» **PROBLEM**
Reproduce the listing word for word. Skip any image.

*** DATA FOR THE TASK Section Begins ***

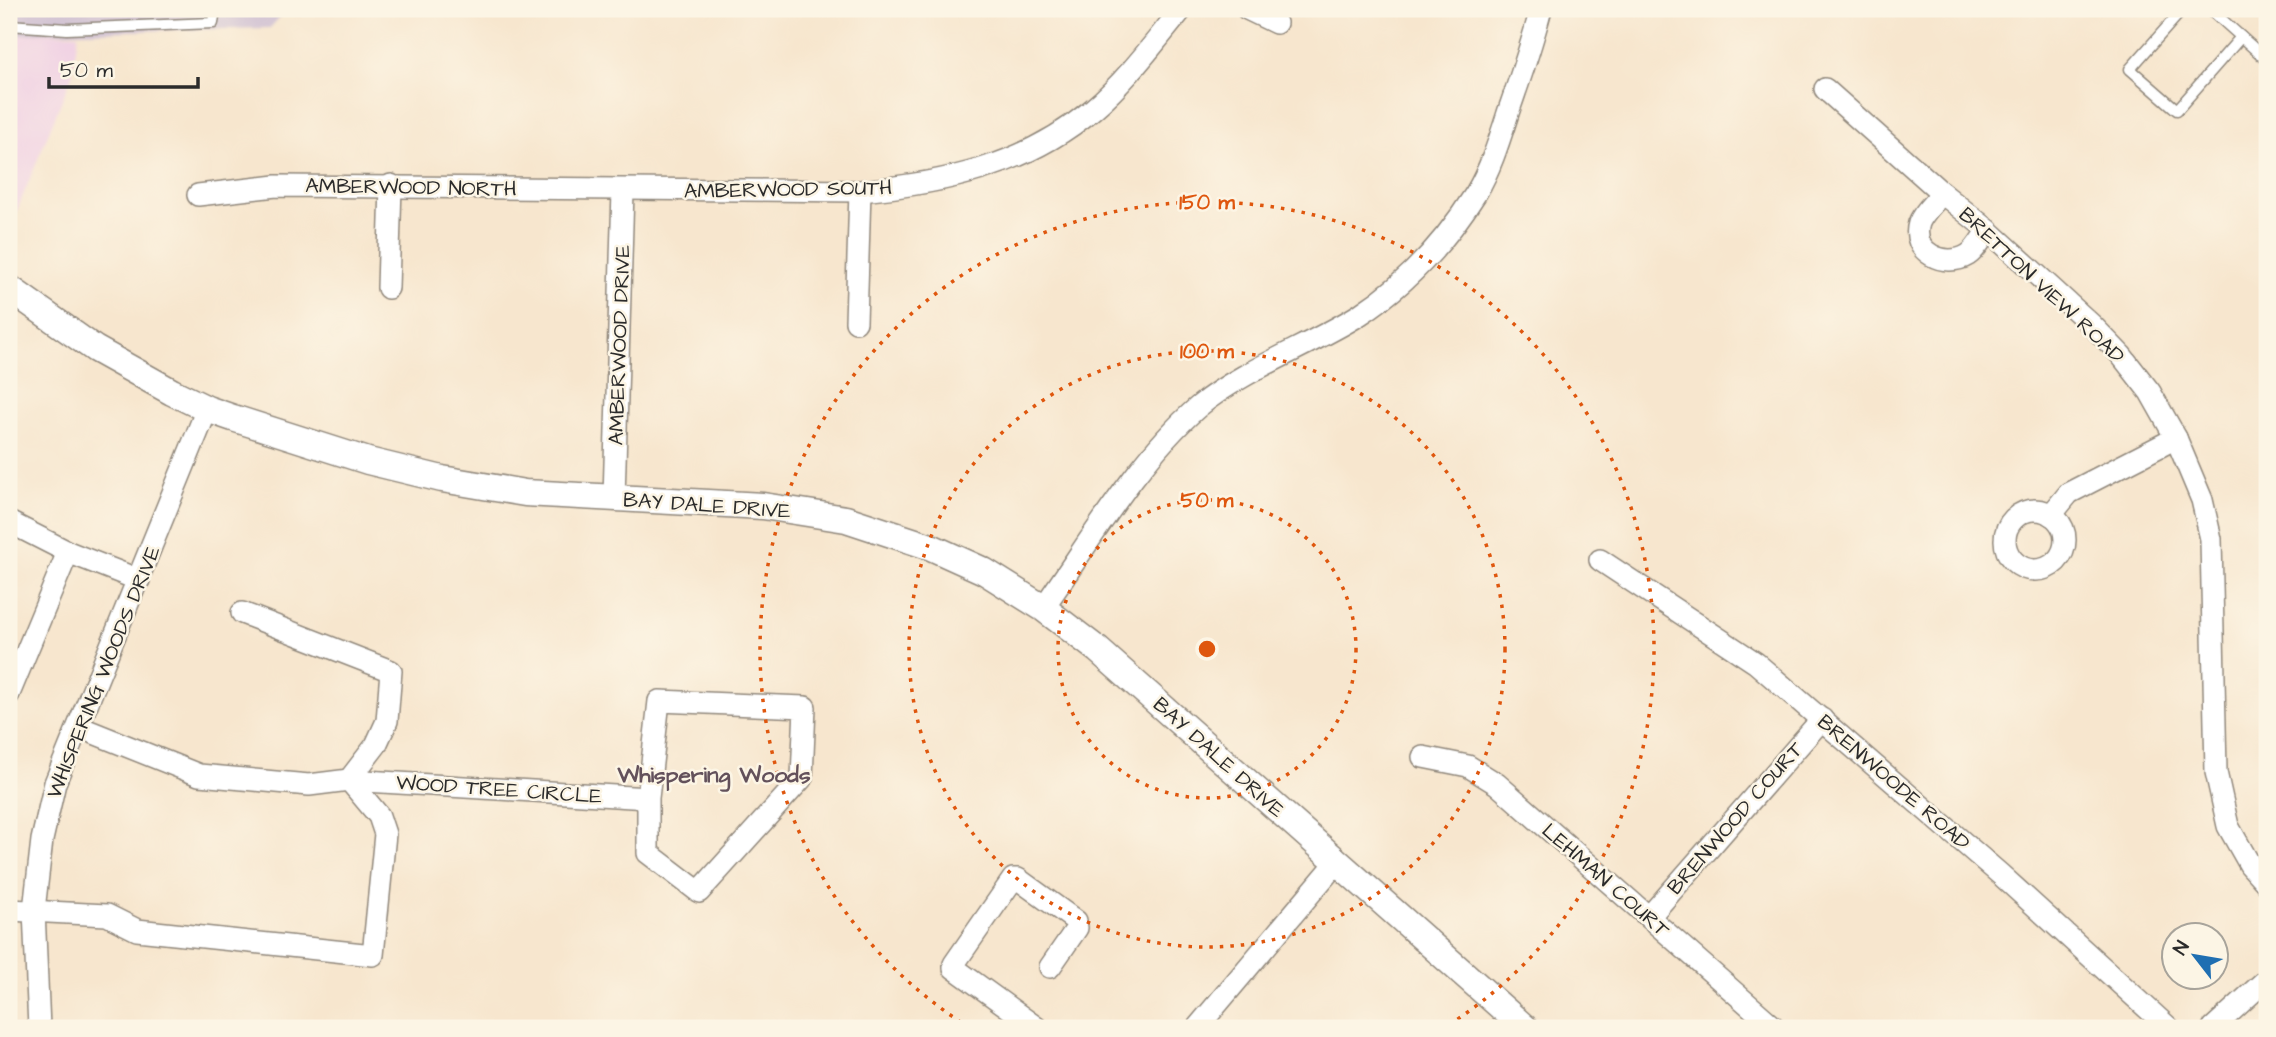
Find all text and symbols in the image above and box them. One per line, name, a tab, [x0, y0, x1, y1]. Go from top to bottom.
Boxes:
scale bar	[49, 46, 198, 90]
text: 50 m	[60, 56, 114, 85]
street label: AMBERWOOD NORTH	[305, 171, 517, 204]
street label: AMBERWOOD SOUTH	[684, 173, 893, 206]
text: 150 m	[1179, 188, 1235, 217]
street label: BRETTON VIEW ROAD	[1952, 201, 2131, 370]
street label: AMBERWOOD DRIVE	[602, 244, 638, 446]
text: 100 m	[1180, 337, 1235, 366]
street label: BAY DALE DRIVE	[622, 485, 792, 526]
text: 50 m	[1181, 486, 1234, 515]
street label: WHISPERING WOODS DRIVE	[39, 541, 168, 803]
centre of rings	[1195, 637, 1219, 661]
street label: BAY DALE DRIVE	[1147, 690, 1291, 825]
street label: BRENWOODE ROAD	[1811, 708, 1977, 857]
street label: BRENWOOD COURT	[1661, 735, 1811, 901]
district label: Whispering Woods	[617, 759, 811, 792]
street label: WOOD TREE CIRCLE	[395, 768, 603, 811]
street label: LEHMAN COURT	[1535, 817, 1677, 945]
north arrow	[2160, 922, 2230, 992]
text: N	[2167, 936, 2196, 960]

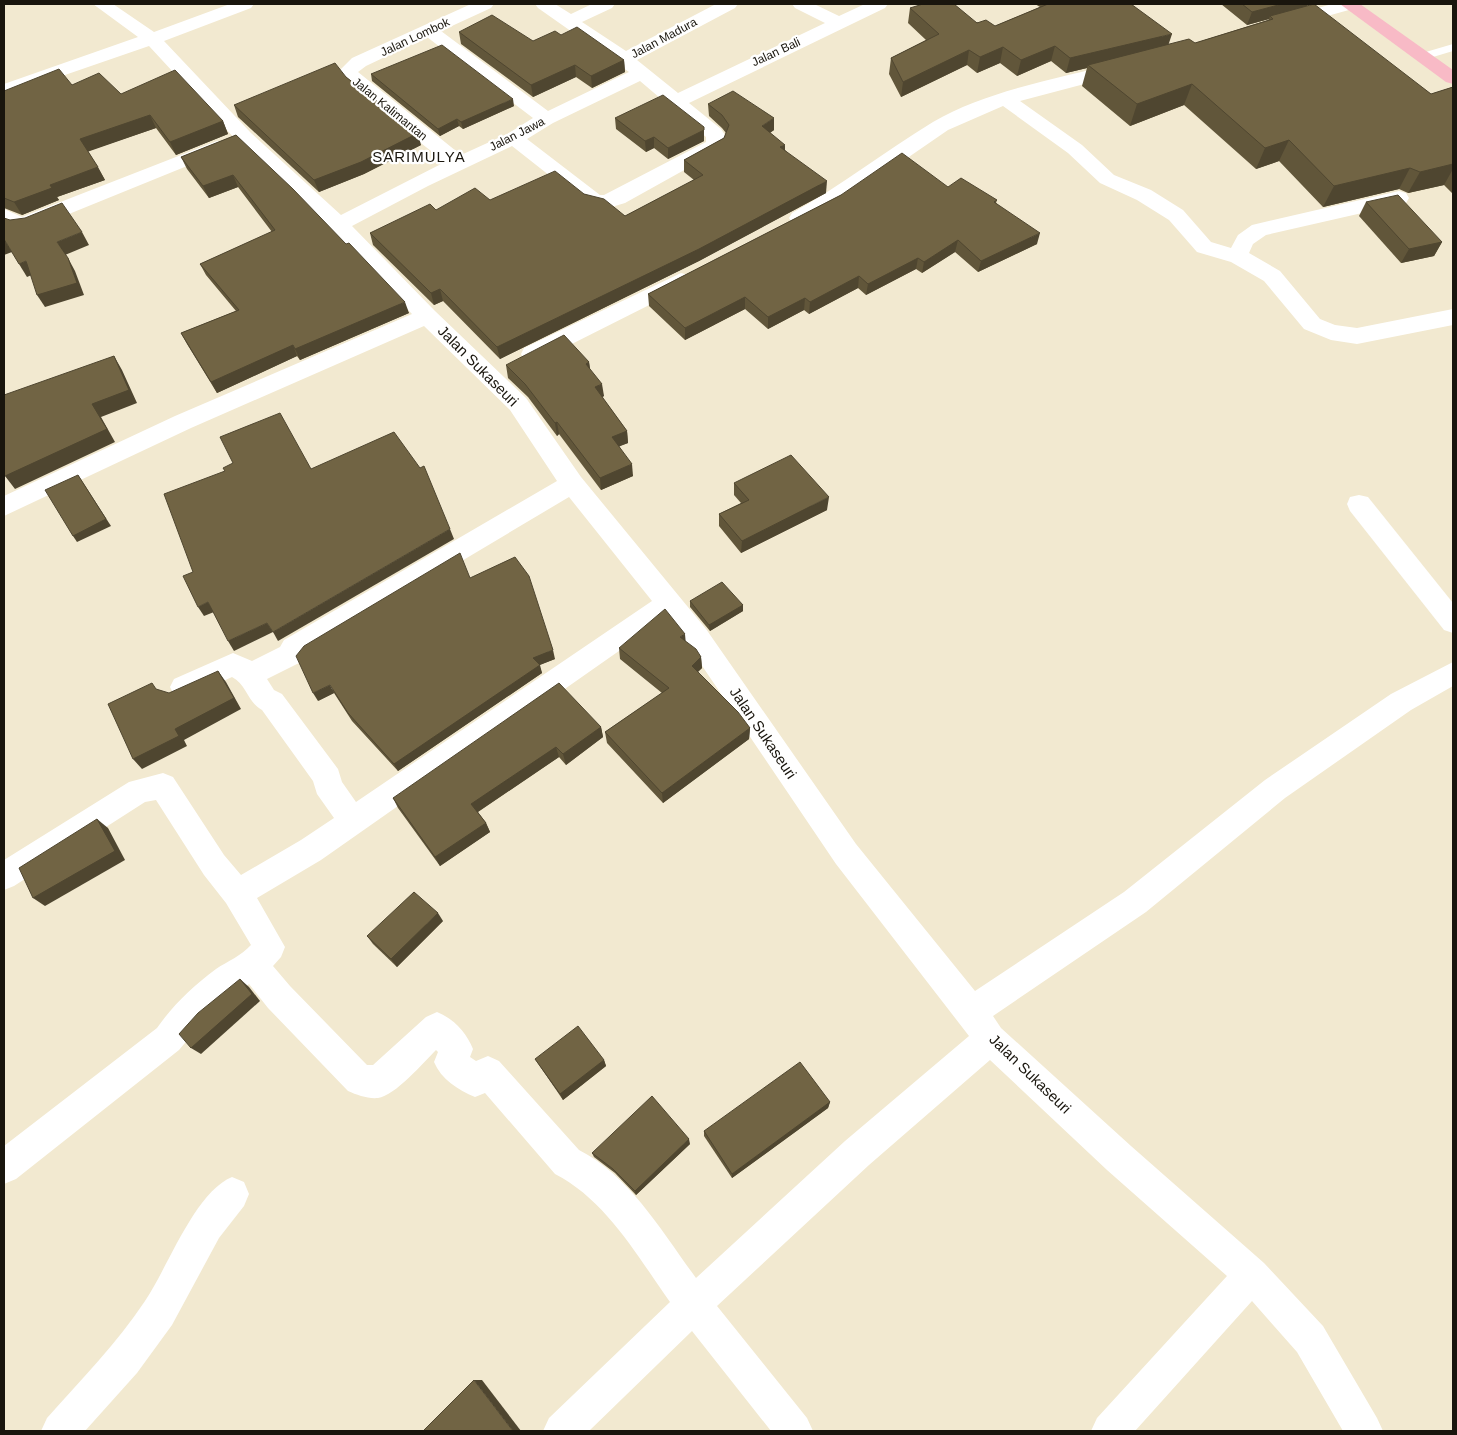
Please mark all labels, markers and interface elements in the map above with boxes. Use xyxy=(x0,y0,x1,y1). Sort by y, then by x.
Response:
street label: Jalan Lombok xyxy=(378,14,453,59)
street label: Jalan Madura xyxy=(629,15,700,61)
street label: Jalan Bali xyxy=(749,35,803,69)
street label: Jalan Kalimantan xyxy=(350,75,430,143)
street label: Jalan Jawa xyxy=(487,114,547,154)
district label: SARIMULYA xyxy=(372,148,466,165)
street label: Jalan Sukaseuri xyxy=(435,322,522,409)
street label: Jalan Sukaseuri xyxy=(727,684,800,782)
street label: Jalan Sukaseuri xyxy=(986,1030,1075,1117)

*** DATA FOR THE TASK Section Ends ***

» **SOLVED PROBLEM**
Find all text and symbols in the image above and box them. One per line, name, a tab, [x0, y0, x1, y1]. Go from top to bottom.
Boxes:
scale bar	[49, 46, 198, 90]
text: 50 m	[60, 56, 114, 85]
street label: AMBERWOOD NORTH	[305, 171, 517, 204]
street label: AMBERWOOD SOUTH	[684, 173, 893, 206]
text: 150 m	[1179, 188, 1235, 217]
street label: BRETTON VIEW ROAD	[1952, 201, 2131, 370]
street label: AMBERWOOD DRIVE	[602, 244, 638, 446]
text: 100 m	[1180, 337, 1235, 366]
street label: BAY DALE DRIVE	[622, 485, 792, 526]
text: 50 m	[1181, 486, 1234, 515]
street label: WHISPERING WOODS DRIVE	[39, 541, 168, 803]
centre of rings	[1195, 637, 1219, 661]
street label: BAY DALE DRIVE	[1147, 690, 1291, 825]
street label: BRENWOODE ROAD	[1811, 708, 1977, 857]
street label: BRENWOOD COURT	[1661, 735, 1811, 901]
district label: Whispering Woods	[617, 759, 811, 792]
street label: WOOD TREE CIRCLE	[395, 768, 603, 811]
street label: LEHMAN COURT	[1535, 817, 1677, 945]
north arrow	[2160, 922, 2230, 992]
text: N	[2167, 936, 2196, 960]

Please mark all labels, markers and interface elements in the map above with boxes. Use xyxy=(x0,y0,x1,y1). Sort by y, then by x.
Response:
street label: Jalan Lombok xyxy=(378,14,453,59)
street label: Jalan Madura xyxy=(629,15,700,61)
street label: Jalan Bali xyxy=(749,35,803,69)
street label: Jalan Kalimantan xyxy=(350,75,430,143)
street label: Jalan Jawa xyxy=(487,114,547,154)
district label: SARIMULYA xyxy=(372,148,466,165)
street label: Jalan Sukaseuri xyxy=(435,322,522,409)
street label: Jalan Sukaseuri xyxy=(727,684,800,782)
street label: Jalan Sukaseuri xyxy=(986,1030,1075,1117)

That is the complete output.